Emerging markets currencies and oil price
EM currencies plunged but oil prices remained stable.
Source - BlueBay, Bloomberg
Q. Do you think there is a chance of further contagion in the asset class?
Although the possibility cannot be discounted, in our opinion, the probability has lessened recently.
The soft spots—Argentina and Turkey—both appear to have taken pragmatic steps to restore investor confidence. Turkey has raised rates to 24 percent, exceeding market expectations, in order to combat inflation. Argentina has utilised monetary and fiscal measures to combat high inflation and maintain economic viability, in particular by reaching an agreement with the IMF.
These measures should allow investors to focus on the strong fundamentals and attractive valuations of the asset class, limiting further downside and reducing contagion.
Having said that, there are still several important hurdles for EMs to tackle over the coming months which could contribute to uncertainty and volatility, including the uneasy trade relations between the U.S. and China and Brazil’s elections in October.
Q. Given the investment complexities inherent in the region, and the individual nature of each country, how does the BlueBay team approach assessing EM debt as an asset class?
We have a very well-resourced team of 33 individuals dedicated to this asset class, including portfolio managers, traders, macro strategists, and corporate analysts. They carry out on-the-ground research and survey a broad range of market participants—from business, market, and political stakeholders to trade unionists, policymakers, and other investment professionals. Additionally, we analyse policy and economic inputs, while taking into account each country’s unique history.
We essentially try to operate as “credit detectives,” layering region, country, and sector insights together with due diligence points using the approach described above.
To complement our fundamental views, we rely on specialist traders for unique insight into the technical factors that drive markets, improving our ability to manage risk.
Q. In terms of opportunity set, where do you see value in EMs right now?
The EM asset class comprises around 70 countries, all with different economic profiles with idiosyncratic drivers. We believe there are a number of positive bottom-up stories across our markets where policymakers are being proactive and the macroeconomic backdrop is improving. The reform story in South Africa, for instance, remains positive. The market is still seemingly giving the Cyril Ramaphosa administration time and backing to make land and pension reforms in the country.
Similarly, we are also positive on the recovering trajectory of Nigeria.

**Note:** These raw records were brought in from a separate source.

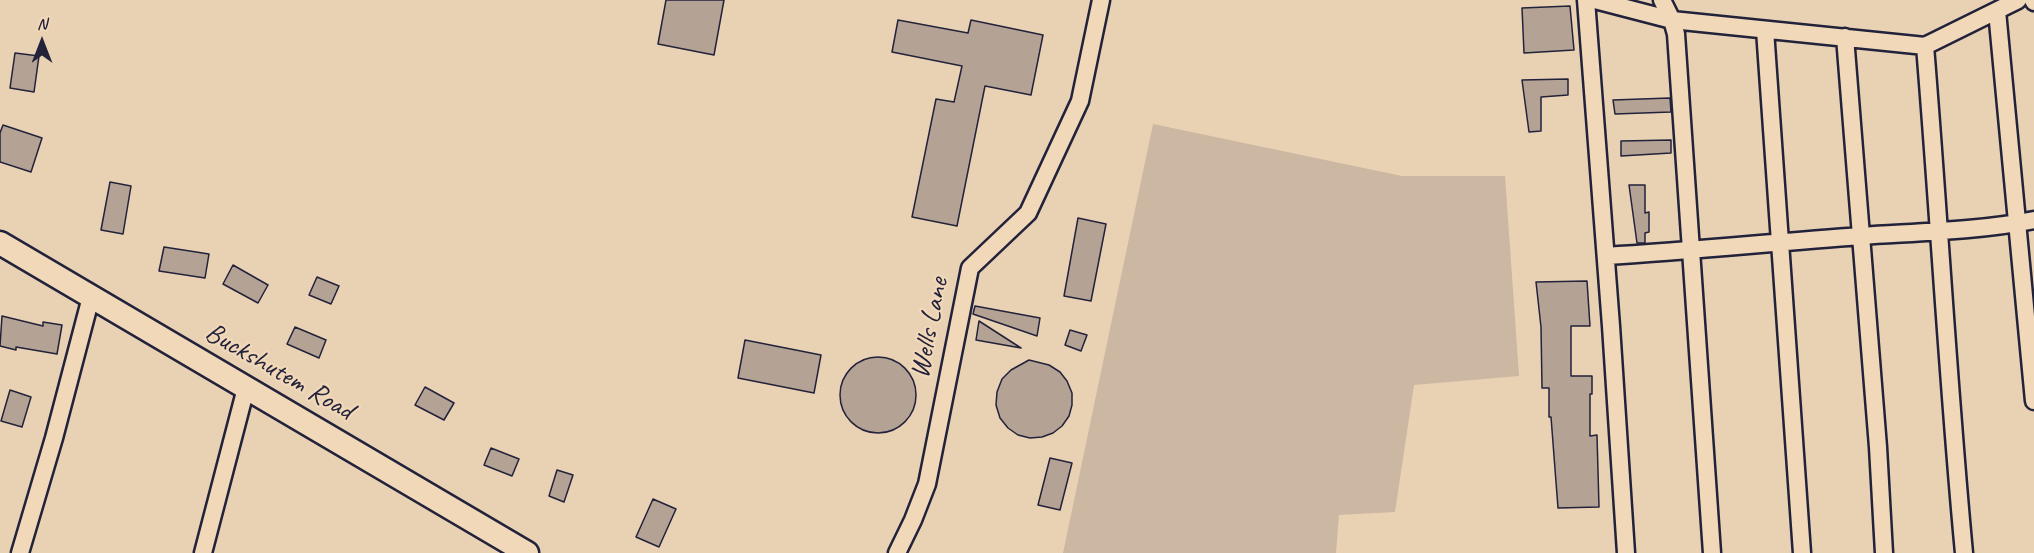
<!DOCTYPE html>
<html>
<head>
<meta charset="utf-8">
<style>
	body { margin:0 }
	#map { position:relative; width:2034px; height:553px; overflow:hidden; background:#e9d1b4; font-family:Caveat,sans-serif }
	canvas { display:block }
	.north { position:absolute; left:12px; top:12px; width:60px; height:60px; -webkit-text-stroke:4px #f1d8b9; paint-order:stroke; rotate:0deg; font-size:16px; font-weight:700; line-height:24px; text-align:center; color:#22223b }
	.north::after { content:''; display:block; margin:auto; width:21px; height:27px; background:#22223b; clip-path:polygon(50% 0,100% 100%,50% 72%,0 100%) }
</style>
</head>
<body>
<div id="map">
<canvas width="2034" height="553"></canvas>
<div class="north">N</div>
</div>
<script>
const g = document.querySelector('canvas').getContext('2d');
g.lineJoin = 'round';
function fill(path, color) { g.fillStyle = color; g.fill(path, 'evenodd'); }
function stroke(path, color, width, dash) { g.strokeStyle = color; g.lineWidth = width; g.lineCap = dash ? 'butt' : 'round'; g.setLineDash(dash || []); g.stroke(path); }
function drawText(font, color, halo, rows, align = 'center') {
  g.font = font + ' Caveat,sans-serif'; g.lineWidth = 4.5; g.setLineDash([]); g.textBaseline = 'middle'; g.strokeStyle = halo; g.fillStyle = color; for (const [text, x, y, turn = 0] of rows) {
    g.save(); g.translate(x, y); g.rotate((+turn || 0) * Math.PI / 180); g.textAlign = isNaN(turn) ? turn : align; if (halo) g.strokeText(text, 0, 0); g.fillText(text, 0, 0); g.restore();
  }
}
fill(new Path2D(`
	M1153 124 1402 176H1505L1519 376 1414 385 1395 512 1339 515 1336 553H1063Z`), '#cbb7a2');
const building = new Path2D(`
	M666 0H724L714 55 658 44Z
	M1570 6 1574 50 1524 53 1522 8Z
	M898 20 968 33 971 20 1043 35 1031 95 985 86 957 226 912 217 936 99 954 102 962 66 892 52Z
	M15 53 39 56 34 92 10 88Z
	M1568 79V95L1541 97V131L1529 132 1522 80Z
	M1670 98 1671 112 1615 114 1613 100Z
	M3 125 42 138 31 172 0 162V133Z
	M1671 140V153L1621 156V141Z
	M110 182 131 186 123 234 101 230Z
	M1629 185H1645V213L1649 212V232L1645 233V243H1637Z
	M1078 218 1106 224 1091 301 1064 296Z
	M164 247 209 254 205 278 159 271Z
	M233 265 268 285 258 303 223 284Z
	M317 277 339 286 331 304 309 295Z
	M1587 281 1590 326H1571V376H1592V394H1590V436L1597 435 1599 507 1558 508 1551 417H1549V388H1542L1541 327 1536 282Z
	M975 306 1040 318 1037 336 973 314Z
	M2 316 43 326V322L62 325 57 354 16 347V350L0 346Z
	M979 321 1021 348 976 340Z
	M295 327 326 340 319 358 287 344Z
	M1070 330 1087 335 1081 351 1065 345Z
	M745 340 821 355 814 393 738 378Z
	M840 395a38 38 0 1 1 76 0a38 38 0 1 1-76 0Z
	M1029 360 1049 365 1060 372 1067 381 1072 393V405L1069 416 1062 426 1053 433 1042 437 1030 438 1018 435 1008 428 1000 418 996 405 997 392 1002 379 1011 370Z
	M425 387 454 403 444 420 415 405Z
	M10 390 31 397 22 427 1 421Z
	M491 448 519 459 512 476 484 465Z
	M1050 458 1072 463 1060 510 1038 505Z
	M557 470 573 475 564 502 549 496Z
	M653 499 676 509 659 547 636 537Z`);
fill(building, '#b4a394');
stroke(building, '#22223b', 1.5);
const minor = new Path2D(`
	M1586 0 1611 326 1626 553
	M1595 0 1672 20 1925 46 2018 0
	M1662 0 1672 20 1676 34 1712 553
	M2033 0 2034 2
	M1997 11 2034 401
	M1765 30 1802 553
	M1845 37 1878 447 1884 553
	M1925 46C1939 215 1948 384 1964 553
	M1606 256C1691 251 1776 242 1861 236 1919 232 1977 231 2034 220
	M20 553 54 438 91 297
	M203 553 246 388
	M897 553 913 520 927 484 970 268 1028 213 1080 101 1101 0`);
const secondary = new Path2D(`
	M0 243 527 553`);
stroke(minor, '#22223b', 21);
stroke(secondary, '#22223b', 27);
stroke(minor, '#f1d8b9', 16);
stroke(secondary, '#f1d8b9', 22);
drawText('28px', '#22223b', '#f1d8b9', [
	["Wells Lane",930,328,-79],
	["Buckshutem Road",279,372,30]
]);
</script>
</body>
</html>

It runs a current account surplus and, as an oil exporter, it benefits from the stability and recent spike higher in the oil price. Nigeria has slowly been normalising its currency policies, making it easier for investors and exporters to convert naira into U.S. dollars.

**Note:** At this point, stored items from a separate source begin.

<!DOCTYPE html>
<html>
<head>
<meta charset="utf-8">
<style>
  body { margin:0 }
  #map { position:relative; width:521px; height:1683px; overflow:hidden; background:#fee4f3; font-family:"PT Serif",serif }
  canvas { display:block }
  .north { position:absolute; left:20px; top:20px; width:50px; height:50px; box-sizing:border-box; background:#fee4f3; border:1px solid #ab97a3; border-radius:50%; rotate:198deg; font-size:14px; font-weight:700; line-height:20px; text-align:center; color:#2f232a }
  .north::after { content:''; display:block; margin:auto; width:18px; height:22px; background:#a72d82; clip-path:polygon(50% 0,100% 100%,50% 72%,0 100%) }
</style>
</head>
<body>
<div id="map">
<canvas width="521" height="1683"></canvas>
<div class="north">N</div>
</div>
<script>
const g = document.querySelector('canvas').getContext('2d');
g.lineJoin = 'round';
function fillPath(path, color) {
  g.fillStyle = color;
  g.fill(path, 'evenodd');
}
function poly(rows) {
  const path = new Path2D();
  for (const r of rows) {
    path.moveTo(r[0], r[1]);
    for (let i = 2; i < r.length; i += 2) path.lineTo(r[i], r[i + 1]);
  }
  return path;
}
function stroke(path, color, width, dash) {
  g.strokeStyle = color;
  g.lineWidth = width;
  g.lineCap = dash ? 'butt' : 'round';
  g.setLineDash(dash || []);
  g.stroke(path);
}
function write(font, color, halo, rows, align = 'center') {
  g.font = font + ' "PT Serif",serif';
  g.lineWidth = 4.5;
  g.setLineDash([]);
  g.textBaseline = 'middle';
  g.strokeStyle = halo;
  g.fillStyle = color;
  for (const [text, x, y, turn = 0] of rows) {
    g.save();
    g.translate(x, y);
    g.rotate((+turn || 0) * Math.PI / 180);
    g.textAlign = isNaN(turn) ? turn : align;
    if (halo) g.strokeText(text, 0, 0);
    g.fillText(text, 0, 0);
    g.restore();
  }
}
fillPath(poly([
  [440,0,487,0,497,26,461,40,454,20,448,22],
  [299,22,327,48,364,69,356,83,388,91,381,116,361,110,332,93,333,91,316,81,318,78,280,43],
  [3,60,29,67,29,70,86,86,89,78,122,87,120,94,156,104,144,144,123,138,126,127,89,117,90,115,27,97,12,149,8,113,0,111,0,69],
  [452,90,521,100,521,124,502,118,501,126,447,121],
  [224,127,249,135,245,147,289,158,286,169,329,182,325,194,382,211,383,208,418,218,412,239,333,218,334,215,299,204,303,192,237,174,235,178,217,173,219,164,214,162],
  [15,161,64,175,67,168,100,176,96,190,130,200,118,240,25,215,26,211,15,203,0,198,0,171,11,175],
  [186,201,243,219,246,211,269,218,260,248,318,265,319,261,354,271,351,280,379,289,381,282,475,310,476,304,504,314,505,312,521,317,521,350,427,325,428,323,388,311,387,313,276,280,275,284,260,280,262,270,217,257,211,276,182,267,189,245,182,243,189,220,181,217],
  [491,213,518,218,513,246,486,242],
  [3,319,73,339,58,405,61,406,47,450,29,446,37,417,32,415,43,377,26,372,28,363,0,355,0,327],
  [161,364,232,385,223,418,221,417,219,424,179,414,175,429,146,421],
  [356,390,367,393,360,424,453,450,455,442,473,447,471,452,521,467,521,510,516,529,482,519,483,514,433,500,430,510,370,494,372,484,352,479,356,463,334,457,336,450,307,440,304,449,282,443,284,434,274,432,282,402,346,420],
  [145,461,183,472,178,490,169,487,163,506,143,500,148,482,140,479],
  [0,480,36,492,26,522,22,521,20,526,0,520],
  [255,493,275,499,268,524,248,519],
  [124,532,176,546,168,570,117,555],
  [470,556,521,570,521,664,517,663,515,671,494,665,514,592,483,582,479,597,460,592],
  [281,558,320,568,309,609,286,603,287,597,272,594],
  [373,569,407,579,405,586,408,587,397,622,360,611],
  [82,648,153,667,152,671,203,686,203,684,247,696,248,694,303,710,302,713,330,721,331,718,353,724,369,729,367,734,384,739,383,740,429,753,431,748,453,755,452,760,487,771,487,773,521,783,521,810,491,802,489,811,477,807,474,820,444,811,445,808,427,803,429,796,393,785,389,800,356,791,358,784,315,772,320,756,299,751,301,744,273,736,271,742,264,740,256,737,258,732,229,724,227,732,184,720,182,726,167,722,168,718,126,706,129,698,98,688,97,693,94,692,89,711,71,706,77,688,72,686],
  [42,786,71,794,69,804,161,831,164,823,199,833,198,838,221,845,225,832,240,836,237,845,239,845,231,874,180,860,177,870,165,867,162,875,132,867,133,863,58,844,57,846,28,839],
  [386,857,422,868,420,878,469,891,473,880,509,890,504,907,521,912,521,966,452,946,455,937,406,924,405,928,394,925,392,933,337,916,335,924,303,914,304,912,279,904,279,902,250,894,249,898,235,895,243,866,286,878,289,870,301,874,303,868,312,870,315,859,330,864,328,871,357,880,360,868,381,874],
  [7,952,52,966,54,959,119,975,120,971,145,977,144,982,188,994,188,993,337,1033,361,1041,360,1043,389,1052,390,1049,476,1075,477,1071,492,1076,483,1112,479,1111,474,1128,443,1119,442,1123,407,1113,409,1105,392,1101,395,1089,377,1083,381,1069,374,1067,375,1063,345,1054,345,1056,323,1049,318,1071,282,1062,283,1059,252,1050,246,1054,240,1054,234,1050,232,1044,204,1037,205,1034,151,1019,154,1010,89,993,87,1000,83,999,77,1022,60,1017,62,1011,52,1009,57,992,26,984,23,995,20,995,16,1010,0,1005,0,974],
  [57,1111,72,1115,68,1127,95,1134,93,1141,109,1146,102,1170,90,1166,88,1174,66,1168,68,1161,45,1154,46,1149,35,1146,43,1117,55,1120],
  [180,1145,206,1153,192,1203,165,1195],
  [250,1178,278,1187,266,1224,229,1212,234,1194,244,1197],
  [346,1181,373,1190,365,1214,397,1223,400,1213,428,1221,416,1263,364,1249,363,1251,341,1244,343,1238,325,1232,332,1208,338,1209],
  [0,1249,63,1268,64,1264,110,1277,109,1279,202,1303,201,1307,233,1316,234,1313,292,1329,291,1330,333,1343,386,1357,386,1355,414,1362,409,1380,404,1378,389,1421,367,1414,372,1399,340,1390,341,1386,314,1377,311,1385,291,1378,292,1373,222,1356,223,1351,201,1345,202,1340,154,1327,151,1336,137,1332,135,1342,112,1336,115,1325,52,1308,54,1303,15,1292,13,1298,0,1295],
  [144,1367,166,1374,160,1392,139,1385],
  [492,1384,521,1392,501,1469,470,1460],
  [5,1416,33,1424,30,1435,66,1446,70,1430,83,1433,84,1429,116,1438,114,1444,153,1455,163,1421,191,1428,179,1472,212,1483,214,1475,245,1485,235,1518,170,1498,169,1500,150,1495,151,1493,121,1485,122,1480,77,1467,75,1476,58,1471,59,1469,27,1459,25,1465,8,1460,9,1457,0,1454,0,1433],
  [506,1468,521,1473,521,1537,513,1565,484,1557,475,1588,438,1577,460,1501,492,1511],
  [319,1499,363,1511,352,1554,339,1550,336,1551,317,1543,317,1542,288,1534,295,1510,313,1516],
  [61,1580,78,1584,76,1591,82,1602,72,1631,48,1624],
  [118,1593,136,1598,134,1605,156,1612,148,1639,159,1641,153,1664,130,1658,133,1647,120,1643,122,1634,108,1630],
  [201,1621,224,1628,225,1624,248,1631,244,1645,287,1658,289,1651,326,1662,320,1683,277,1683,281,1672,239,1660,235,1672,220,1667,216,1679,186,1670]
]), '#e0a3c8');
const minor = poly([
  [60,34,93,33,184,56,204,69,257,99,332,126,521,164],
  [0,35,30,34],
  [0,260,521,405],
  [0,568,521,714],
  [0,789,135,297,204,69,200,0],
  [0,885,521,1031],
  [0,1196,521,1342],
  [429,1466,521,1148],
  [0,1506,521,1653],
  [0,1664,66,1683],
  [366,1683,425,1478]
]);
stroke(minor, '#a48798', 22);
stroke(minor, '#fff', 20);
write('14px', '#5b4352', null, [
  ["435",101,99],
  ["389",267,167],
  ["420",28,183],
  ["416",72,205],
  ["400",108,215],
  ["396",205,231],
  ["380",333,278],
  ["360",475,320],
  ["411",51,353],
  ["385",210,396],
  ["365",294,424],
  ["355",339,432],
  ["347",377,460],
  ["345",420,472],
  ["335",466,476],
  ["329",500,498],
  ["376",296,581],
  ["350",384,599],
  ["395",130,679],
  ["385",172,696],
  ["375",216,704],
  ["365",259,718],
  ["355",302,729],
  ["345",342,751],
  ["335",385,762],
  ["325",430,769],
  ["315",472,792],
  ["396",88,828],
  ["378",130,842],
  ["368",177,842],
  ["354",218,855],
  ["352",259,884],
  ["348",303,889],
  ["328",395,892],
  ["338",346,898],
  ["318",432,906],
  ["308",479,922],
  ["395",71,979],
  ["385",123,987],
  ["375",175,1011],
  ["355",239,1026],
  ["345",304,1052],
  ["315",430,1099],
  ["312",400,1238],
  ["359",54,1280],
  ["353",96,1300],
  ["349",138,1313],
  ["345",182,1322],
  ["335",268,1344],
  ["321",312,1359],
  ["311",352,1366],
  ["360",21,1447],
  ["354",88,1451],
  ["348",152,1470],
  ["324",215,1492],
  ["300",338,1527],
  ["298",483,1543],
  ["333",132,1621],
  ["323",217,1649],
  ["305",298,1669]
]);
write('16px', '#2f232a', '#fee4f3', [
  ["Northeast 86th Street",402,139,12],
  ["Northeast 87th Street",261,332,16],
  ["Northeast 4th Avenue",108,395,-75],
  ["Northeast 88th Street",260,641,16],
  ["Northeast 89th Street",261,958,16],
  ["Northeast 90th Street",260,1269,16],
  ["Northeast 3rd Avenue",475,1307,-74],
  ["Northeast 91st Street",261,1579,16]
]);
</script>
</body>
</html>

These are just two examples from a diverse opportunity set. Spreads have widened across EMs, but as always it’s important to understand the fundamentals for each country in order to isolate the positive stories from the deteriorating ones.
1 BlueBay Asset Management is one of Europe’s largest specialist active managers of fixed income with over $59.6 billion in assets under management in corporate and sovereign debt, rates, and foreign exchange (as of June 30, 2018). Its investment philosophy and approach focus on delivering absolute-style returns, with an emphasis on capital preservation. BlueBay is a wholly owned subsidiary of Royal Bank of Canada with full investment autonomy and substantial operational independence.

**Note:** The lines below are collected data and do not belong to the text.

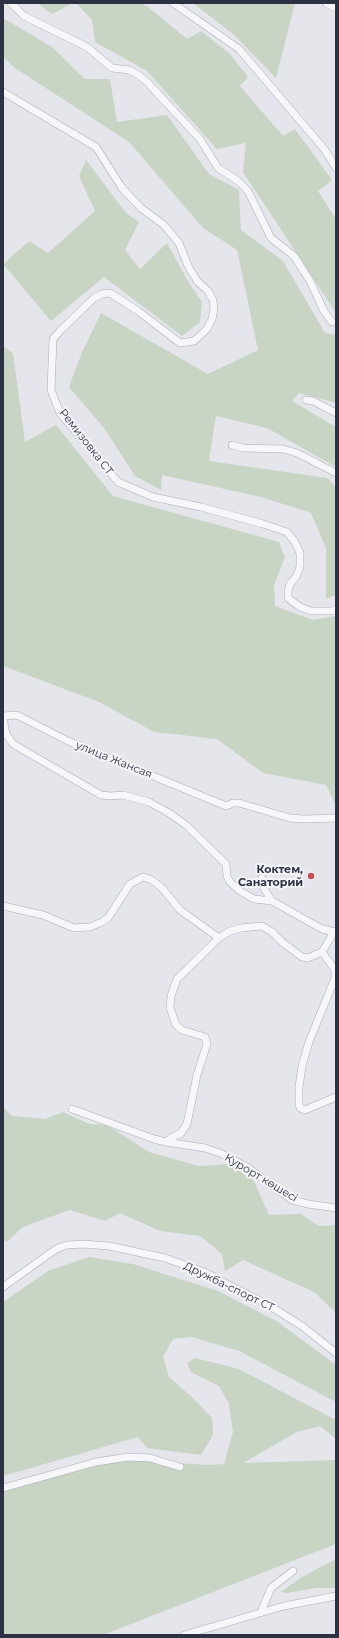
<!DOCTYPE html>
<meta charset="utf-8">
<style>
body{margin:0}
#map{position:relative;width:339px;height:1638px;overflow:hidden;background:#e4e6eb;font-family:Montserrat,sans-serif}
canvas{display:block}
.frame{position:absolute;inset:0;border:4px solid #2c3244;pointer-events:none}
</style>
<div id="map">
<canvas width="339" height="1638"></canvas>
<div class="frame"></div>
</div>
<script>
const ctx = document.querySelector('canvas').getContext('2d');
ctx.lineJoin = 'round';
function fill(path, color) { ctx.fillStyle = color; ctx.fill(path, 'evenodd'); }
const toPath = rows => new Path2D(rows.map(r => 'M' + r).join(''));
function strokePath(path, color, width, dash) { ctx.strokeStyle = color; ctx.lineWidth = width; ctx.lineCap = dash ? 'butt' : 'round'; ctx.setLineDash(dash || []); ctx.stroke(path); }
function write(font, color, halo, rows, align = 'center') {
  ctx.font = font + ' Montserrat,sans-serif'; ctx.lineWidth = 4; ctx.setLineDash([]); ctx.textBaseline = 'middle'; ctx.strokeStyle = halo; ctx.fillStyle = color; for (const [text, x, y, turn = 0] of rows) {
    ctx.save(); ctx.translate(x, y); ctx.rotate((+turn || 0) * Math.PI / 180); ctx.textAlign = isNaN(turn) ? turn : align; if (halo) ctx.strokeText(text, 0, 0); ctx.fillText(text, 0, 0); ctx.restore();
  }
}
fill(toPath([
 [37,3,73,3,52,14],
 [76,3,139,3,147,6,187,39,201,31,230,54,248,77,240,86,283,136,295,129,332,180,318,191,336,219,336,313,243,172,246,143,217,149,147,71,95,42,92,20],
 [193,3,295,3,276,78,234,35],
 [3,18,52,47,85,79,110,79,117,122,167,115,209,174,239,190,241,230,283,261,325,333,336,335,336,403,299,393,292,401,336,427,336,467,267,428,216,416,209,461,328,478,336,487,336,595,326,599,326,548,311,513,261,497,162,475,161,490,135,476,104,428,69,387,82,352,101,313,208,374,258,350,237,250,203,228,129,142,15,68,3,57],
 [86,160,126,213,139,222,125,250,140,269,167,243,189,283,202,302,200,322,182,336,104,277,51,321,3,264,29,241,48,253,95,211,79,176],
 [3,346,13,353,25,442,56,425,113,496,279,542,285,557,274,585,275,606,313,620,336,616,336,806,326,785,263,773,217,739,154,732,99,702,3,666],
 [3,1106,12,1116,45,1119,63,1112,89,1124,107,1125,149,1152,199,1166,230,1164,254,1181,269,1215,301,1214,319,1226,336,1225,336,1313,314,1292,243,1260,225,1271,222,1254,200,1236,160,1231,120,1213,105,1221,70,1210,23,1227,7,1242,3,1240],
 [89,1257,133,1264,218,1291,278,1322,336,1365,336,1402,239,1351,192,1337,173,1339,163,1357,169,1377,192,1397,212,1418,213,1435,201,1455,147,1448,138,1437,3,1476,3,1302,48,1271],
 [195,1358,239,1369,336,1420,336,1439,320,1426,297,1432,243,1463,336,1460,336,1544,103,1635,3,1635,3,1491,113,1459,208,1465,224,1464,233,1432,229,1404,219,1386,191,1372,187,1363],
 [336,1559,336,1588,316,1588,287,1593,281,1592,300,1578]
]), '#c8d5c5');
const minor = toPath([
 [11,3,24,16,87,47,112,68,129,70,137,74,147,82,200,139,218,168,238,181,248,191,271,238,294,256,310,281,324,311,332,322],
 [173,3,239,49,325,150,336,168],
 [326,3,336,8],
 [3,92,96,147,122,188,141,208,164,225,179,243,188,266,198,282,208,291,213,300,214,310,212,319,207,329,194,341,180,343,138,311,110,293,102,294,94,298,60,331,53,339,51,390,60,413,118,482,153,497,201,507,263,524,287,532,295,542,300,553,300,567,296,577,290,584,288,591,288,598,300,607,311,611,332,611,336,609],
 [306,400,313,401,336,413],
 [232,445,243,448,283,449,297,453,336,473],
 [3,716,17,715,68,741,226,806,233,803,239,803,290,818,304,819,336,818],
 [3,718,6,734,13,744,101,795,111,796,123,795,149,802,169,813,186,825,226,864,227,876,230,882,240,891,254,899,272,901],
 [262,878,262,885,272,901,322,929,336,932],
 [3,906,43,915,74,928,90,927,102,922,108,918,130,884,143,877,152,880,162,888,180,910,219,938],
 [322,952,335,970,335,978,309,1042,302,1066,299,1087,299,1103,300,1108,305,1110,336,1097],
 [72,1109,154,1139,166,1142,205,1148,220,1153,247,1167,292,1200,308,1204,336,1208],
 [166,1142,171,1138,181,1133,187,1124,197,1075,207,1044,205,1037,182,1030,176,1025,170,1008,171,996,177,979,219,938,230,931,241,928,262,926,272,932,282,942,302,957,308,958,322,952,334,932],
 [3,1287,56,1249,67,1245,83,1244,109,1246,165,1258,204,1272,270,1306,302,1326,336,1353],
 [3,1488,96,1462,128,1457,150,1458,180,1467],
 [261,1612,271,1588,293,1571],
 [184,1635,284,1606,336,1596]
]);
strokePath(minor, '#a9acb6', 8);
strokePath(minor, '#f7f7fa', 7);
for (const [x, y, r, color] of [
 [311,876,4,"#cc4d54"]
]) { const dot = new Path2D(); dot.arc(x, y, r, 0, 2 * Math.PI); ctx.fillStyle = color; ctx.fill(dot); strokePath(dot, '#f4f5f9', 1.5); }
write('11px', '#2c3244', '#f4f5f9', [
 ["Ремизовка СТ",86,442,52],
 ["улица Жансая",114,760,22],
 ["Курорт көшесі",261,1178,31],
 ["Дружба-спорт СТ",229,1287,26]
]);
write('bold 11px', '#2c3244', '#f4f5f9', [
 ["Коктем,",303,870],
 ["Санаторий",303,883]
], 'right');
</script>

Non-U.S. Analyst Disclosure: Timothy Ash, an employee of BlueBay Asset Management, a wholly owned subsidiary of Royal Bank of Canada, contributed to the preparation of this publication. This individual is not registered with or qualified as research analysts with the U.S. Financial Industry Regulatory Authority (“FINRA”) and, since he is not an associated person of RBC Wealth Management, he may not be subject to FINRA Rule 2241 governing communications with subject companies, the making of public appearances, and the trading of securities in accounts held by research analysts.